__About this exercise__. Set the whole listing down again, word for word, with no pictures.

__Entries shown__.
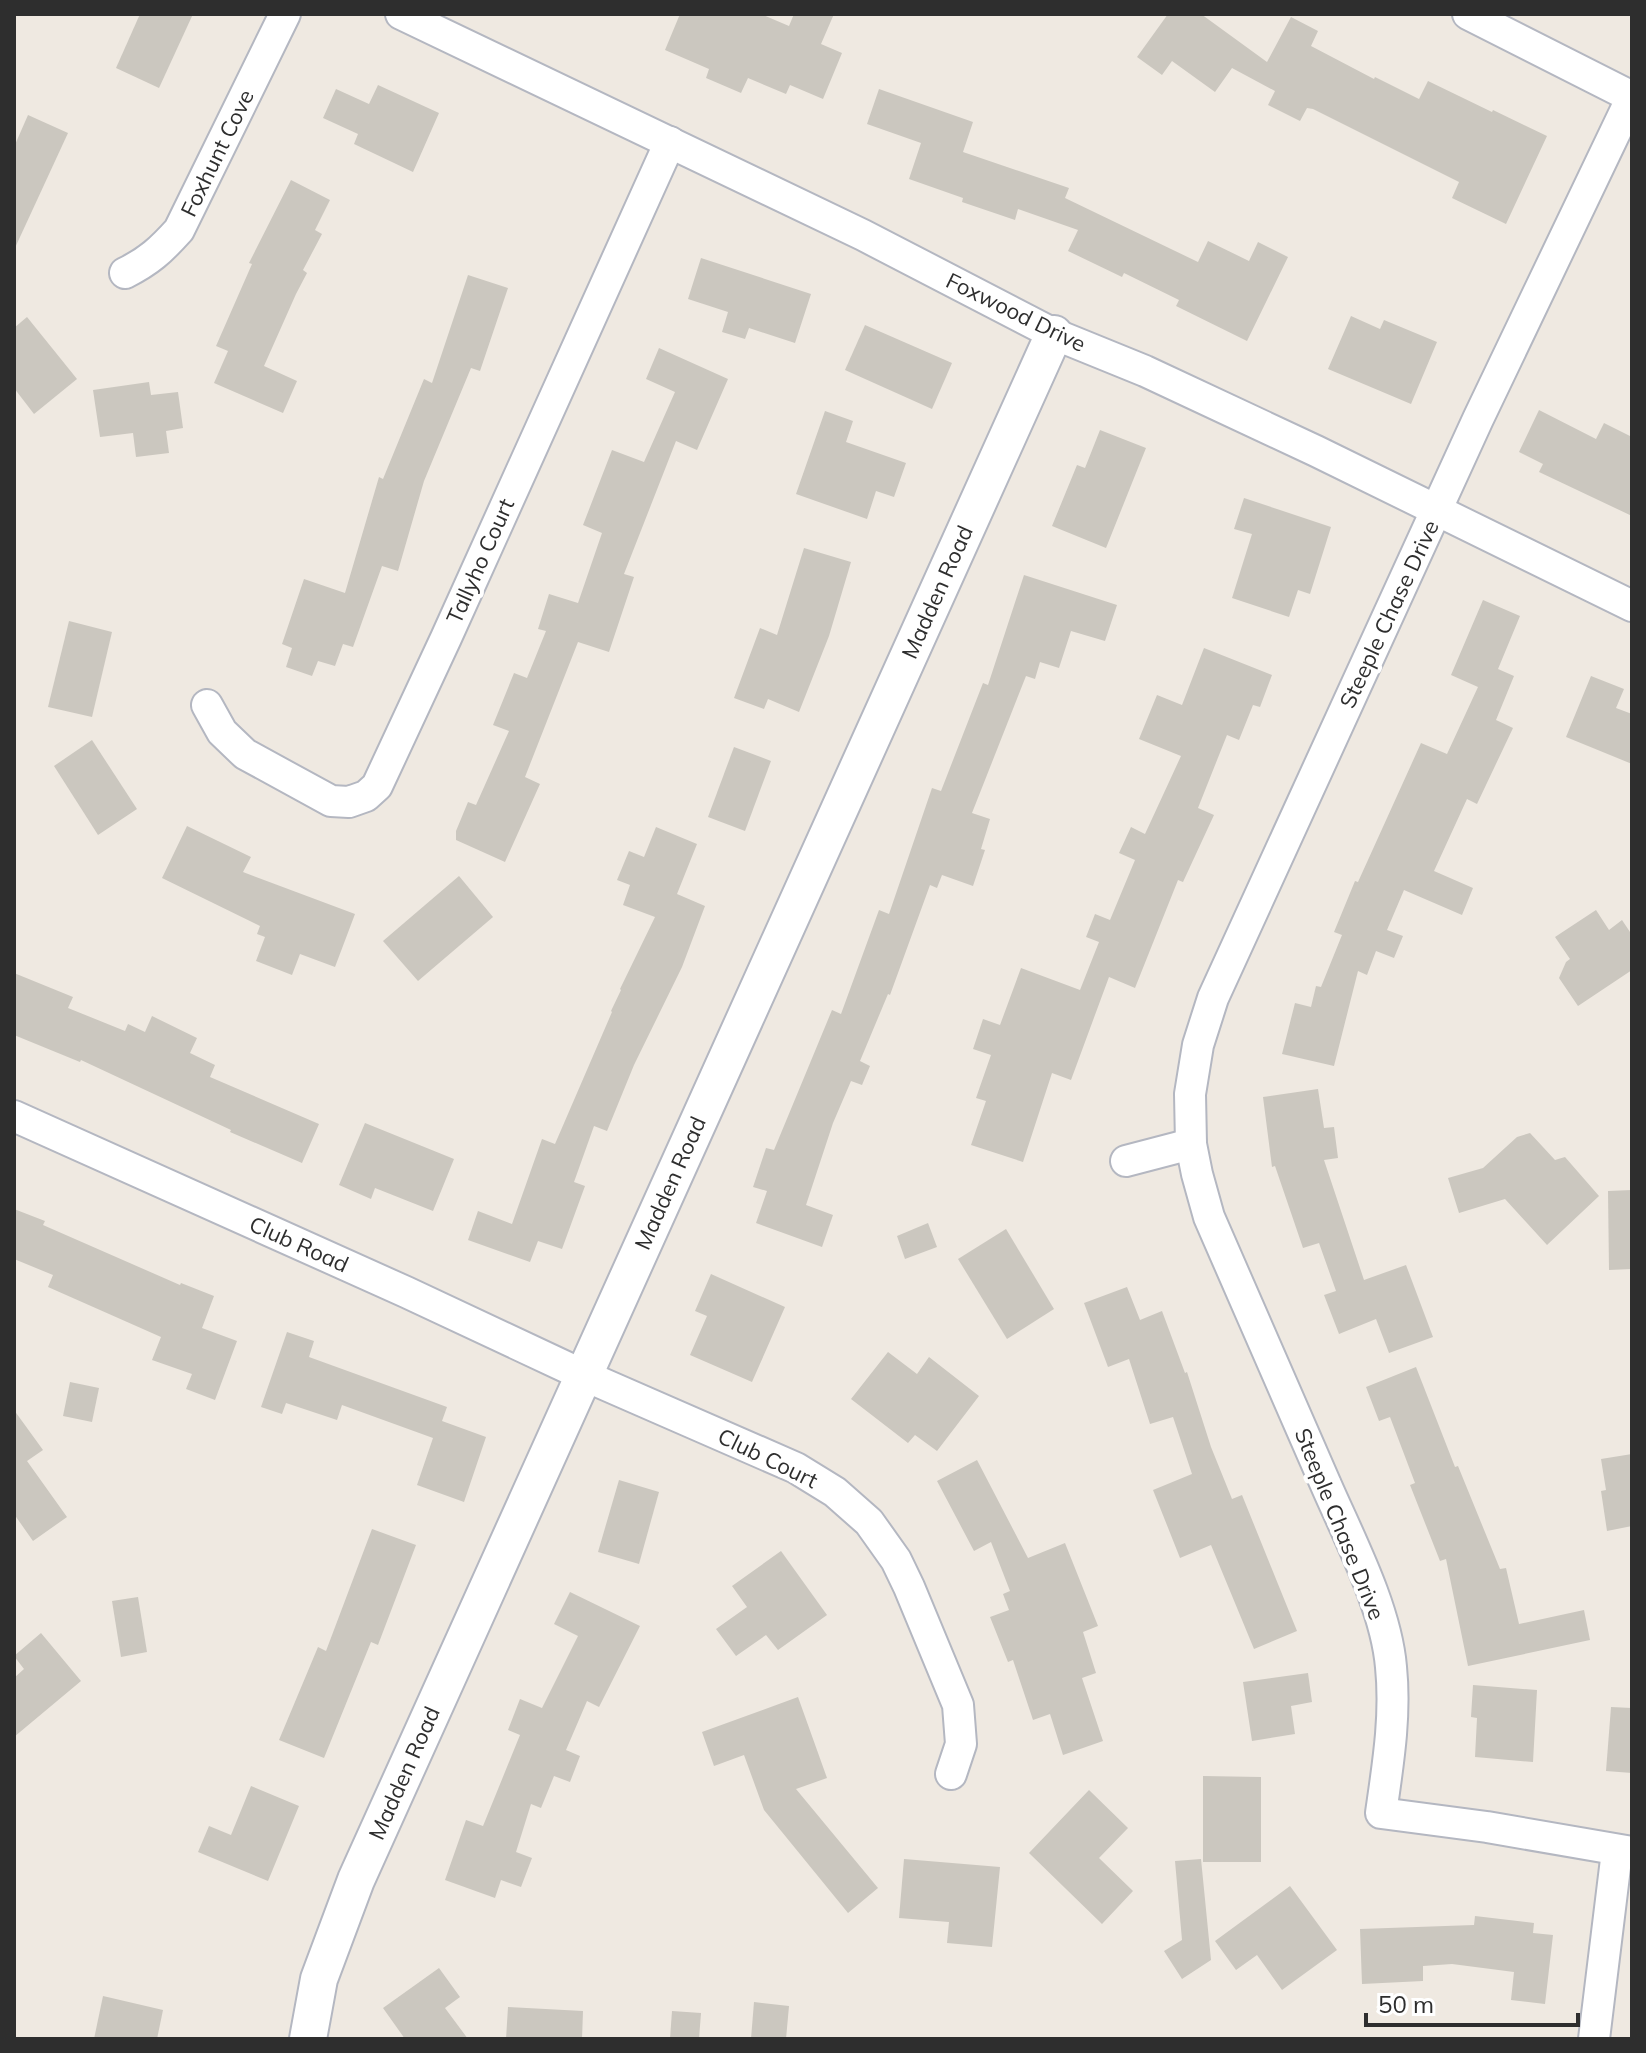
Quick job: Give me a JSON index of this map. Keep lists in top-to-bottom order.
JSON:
{
  "streets": {
    "street": [
      "Foxhunt Cove",
      "Foxwood Drive",
      "Tallyho Court",
      "Madden Road",
      "Steeple Chase Drive",
      "Club Road",
      "Club Court"
    ]
  },
  "crossings": [
    ["Foxwood Drive", "Tallyho Court"],
    ["Foxwood Drive", "Madden Road"],
    ["Foxwood Drive", "Steeple Chase Drive"],
    ["Madden Road", "Club Road"],
    ["Madden Road", "Club Court"],
    ["Club Road", "Club Court"]
  ],
  "scale_bar": "50 m"
}
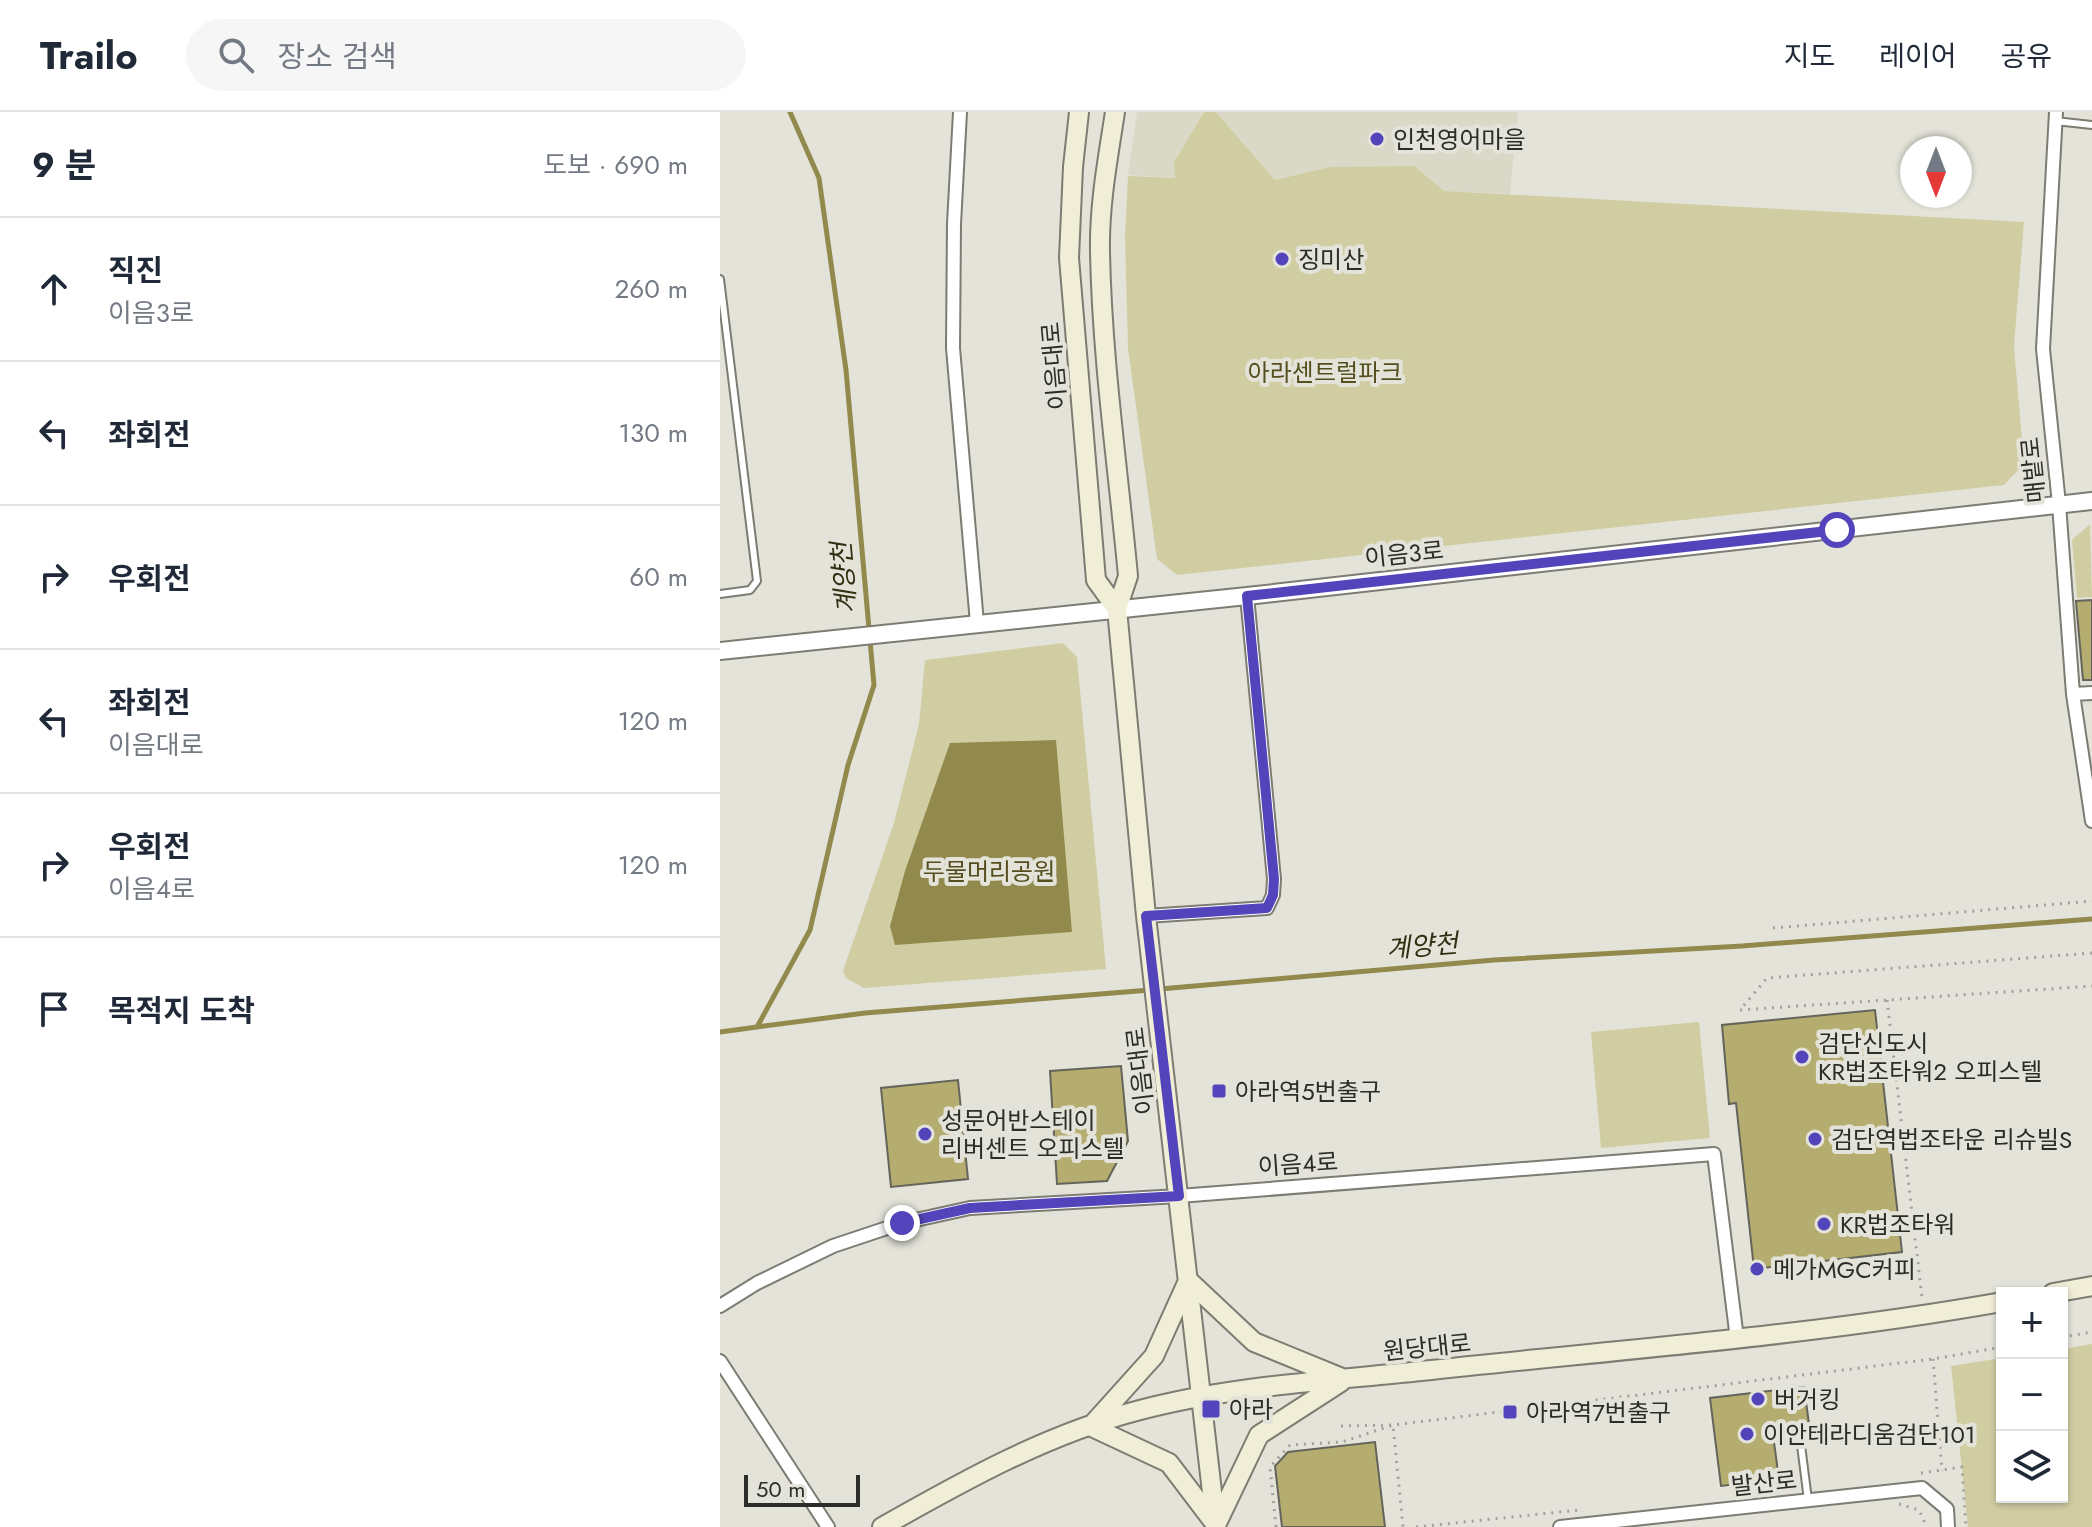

__Output__.
Quick job: Give me a JSON index of this map. Keep lists in top-to-bottom order.
JSON:
{
  "streets": {
    "street": [
      "Foxhunt Cove",
      "Foxwood Drive",
      "Tallyho Court",
      "Madden Road",
      "Steeple Chase Drive",
      "Club Road",
      "Club Court"
    ]
  },
  "crossings": [
    ["Foxwood Drive", "Tallyho Court"],
    ["Foxwood Drive", "Madden Road"],
    ["Foxwood Drive", "Steeple Chase Drive"],
    ["Madden Road", "Club Road"],
    ["Madden Road", "Club Court"],
    ["Club Road", "Club Court"]
  ],
  "scale_bar": "50 m"
}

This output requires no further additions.